Reversing Ileostomy - Personal Choice or Medical Necessity?

This topic is about someone who had an ileostomy surgery and is now considering having it reversed. They were initially told by their surgeon that they wouldn't need a permanent ostomy bag and that their colon could be reconnected later. Feeling misled, they are now looking for a new gastroenterologist and want to know if anyone has had a reversal just because they requested it. Their rectum and anal sphincter are still intact, so technically a reversal is possible, but they are unsure about the other criteria that need to be met. They are seeking advice and information on this matter.

Here are some insights and advice shared by others:

- Reversal is typically considered when your overall health, nutritional status, and disease control make another major surgery safe. Conditions like ongoing weight loss, Crohn’s disease, ulcerative colitis, cancer, radiation damage, or a non-functioning or absent colon can significantly reduce the chances of a successful reversal.

- Many people have reported failed or very challenging reversals, experiencing issues such as:
- Chronic diarrhea, urgency, leakage, incontinence, cramps, and pouchitis.
- Post-operative pain, bloating, infections, adhesions, hernia, and even bowel rupture requiring re-operation.
- Some eventually returned to a permanent ostomy and felt physically better and more liberated afterward.

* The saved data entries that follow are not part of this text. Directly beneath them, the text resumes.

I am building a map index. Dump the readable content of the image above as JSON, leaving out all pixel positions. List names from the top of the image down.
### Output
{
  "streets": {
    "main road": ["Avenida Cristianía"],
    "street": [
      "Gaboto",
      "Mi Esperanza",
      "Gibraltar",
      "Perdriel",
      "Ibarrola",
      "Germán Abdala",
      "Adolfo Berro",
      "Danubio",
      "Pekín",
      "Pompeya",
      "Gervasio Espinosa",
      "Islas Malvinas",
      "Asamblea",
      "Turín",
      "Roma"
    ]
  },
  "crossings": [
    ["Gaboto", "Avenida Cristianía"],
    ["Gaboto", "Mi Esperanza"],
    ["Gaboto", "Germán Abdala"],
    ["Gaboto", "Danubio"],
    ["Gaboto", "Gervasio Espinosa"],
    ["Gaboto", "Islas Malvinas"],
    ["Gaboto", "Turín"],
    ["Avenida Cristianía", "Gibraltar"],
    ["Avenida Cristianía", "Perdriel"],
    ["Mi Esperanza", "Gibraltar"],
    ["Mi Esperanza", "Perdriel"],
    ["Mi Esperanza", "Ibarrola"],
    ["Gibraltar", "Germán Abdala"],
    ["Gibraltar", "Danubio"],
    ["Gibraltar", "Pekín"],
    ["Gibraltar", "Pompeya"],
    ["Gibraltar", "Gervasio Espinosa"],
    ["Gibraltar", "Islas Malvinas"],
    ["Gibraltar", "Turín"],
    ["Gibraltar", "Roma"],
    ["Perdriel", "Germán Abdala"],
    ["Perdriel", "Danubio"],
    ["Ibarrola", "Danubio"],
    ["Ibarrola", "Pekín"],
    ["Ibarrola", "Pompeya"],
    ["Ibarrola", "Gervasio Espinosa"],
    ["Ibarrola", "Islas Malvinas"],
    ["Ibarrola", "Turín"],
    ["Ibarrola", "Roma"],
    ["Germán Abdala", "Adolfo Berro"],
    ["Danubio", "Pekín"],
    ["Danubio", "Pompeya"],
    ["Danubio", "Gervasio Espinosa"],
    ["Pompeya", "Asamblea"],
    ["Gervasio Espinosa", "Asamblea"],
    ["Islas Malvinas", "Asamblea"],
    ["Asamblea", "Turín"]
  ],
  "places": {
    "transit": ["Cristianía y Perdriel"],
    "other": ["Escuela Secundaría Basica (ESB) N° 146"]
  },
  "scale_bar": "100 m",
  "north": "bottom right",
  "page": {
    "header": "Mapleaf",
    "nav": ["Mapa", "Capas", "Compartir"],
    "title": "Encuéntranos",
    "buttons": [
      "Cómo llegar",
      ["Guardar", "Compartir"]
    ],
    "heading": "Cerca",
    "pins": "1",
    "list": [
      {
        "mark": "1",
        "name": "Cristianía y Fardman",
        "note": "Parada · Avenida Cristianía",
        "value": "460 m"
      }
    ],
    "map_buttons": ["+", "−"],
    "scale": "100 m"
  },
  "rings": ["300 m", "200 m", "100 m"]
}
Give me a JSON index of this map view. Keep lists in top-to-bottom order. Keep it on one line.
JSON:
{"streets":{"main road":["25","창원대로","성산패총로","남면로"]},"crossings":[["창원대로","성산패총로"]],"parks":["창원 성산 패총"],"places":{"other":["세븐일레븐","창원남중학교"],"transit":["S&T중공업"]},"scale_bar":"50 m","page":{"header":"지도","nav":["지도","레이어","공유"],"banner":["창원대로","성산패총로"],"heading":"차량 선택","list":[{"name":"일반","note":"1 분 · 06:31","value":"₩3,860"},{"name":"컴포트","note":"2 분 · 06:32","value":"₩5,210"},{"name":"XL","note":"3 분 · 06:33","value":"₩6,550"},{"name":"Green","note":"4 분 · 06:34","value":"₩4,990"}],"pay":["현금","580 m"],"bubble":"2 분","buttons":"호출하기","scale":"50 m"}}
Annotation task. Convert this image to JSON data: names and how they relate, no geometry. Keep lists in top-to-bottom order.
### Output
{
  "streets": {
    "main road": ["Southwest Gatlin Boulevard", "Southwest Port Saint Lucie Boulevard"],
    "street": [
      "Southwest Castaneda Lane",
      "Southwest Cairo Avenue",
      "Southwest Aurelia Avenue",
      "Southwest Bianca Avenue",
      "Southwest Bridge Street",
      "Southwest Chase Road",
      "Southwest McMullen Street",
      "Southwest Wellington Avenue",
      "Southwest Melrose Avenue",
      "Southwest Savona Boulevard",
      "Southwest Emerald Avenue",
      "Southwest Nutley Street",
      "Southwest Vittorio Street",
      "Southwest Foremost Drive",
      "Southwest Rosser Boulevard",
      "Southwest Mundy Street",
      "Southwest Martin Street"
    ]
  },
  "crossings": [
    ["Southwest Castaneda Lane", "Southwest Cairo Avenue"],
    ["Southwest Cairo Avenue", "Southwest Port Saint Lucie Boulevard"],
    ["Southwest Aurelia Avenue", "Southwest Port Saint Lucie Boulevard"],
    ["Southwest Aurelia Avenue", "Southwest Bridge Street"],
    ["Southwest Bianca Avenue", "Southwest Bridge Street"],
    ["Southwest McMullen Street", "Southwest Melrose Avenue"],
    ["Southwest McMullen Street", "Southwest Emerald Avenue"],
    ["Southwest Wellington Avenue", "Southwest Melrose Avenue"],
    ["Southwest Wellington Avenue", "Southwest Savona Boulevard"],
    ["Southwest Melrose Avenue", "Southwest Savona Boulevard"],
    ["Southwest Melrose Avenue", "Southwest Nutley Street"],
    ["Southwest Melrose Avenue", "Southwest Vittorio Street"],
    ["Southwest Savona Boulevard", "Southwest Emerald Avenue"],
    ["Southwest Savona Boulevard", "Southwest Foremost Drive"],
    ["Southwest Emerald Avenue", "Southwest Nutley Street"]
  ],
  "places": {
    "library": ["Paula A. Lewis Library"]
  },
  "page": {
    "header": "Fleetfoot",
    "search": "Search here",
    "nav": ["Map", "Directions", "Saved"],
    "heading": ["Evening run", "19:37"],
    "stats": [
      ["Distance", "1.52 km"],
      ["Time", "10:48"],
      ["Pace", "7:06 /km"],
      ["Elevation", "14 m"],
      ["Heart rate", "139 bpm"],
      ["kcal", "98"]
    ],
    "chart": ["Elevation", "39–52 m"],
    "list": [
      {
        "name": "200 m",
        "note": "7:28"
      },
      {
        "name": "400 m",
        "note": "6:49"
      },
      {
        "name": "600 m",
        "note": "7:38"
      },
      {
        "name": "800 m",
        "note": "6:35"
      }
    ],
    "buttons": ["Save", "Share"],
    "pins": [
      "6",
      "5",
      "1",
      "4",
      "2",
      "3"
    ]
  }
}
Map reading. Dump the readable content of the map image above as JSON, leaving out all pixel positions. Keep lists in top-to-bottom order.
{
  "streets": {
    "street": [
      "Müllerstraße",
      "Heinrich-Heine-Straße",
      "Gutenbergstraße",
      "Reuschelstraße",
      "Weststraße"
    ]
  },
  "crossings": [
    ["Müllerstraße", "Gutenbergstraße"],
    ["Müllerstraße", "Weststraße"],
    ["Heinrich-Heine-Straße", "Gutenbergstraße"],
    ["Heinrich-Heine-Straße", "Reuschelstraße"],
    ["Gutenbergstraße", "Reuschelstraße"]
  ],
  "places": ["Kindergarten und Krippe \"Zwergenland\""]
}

- Positive experiences do exist but are less common and depend heavily on individual circumstances:
- Those with a healthy, intact colon, such as after diverticulitis perforation or accidental colon injury, often report smoother outcomes.
- A few long-term, satisfied J-pouch users emphasize the importance of meticulous surgical technique and good pelvic anatomy.
- Being younger and not having chronic inflammatory diseases may improve success rates.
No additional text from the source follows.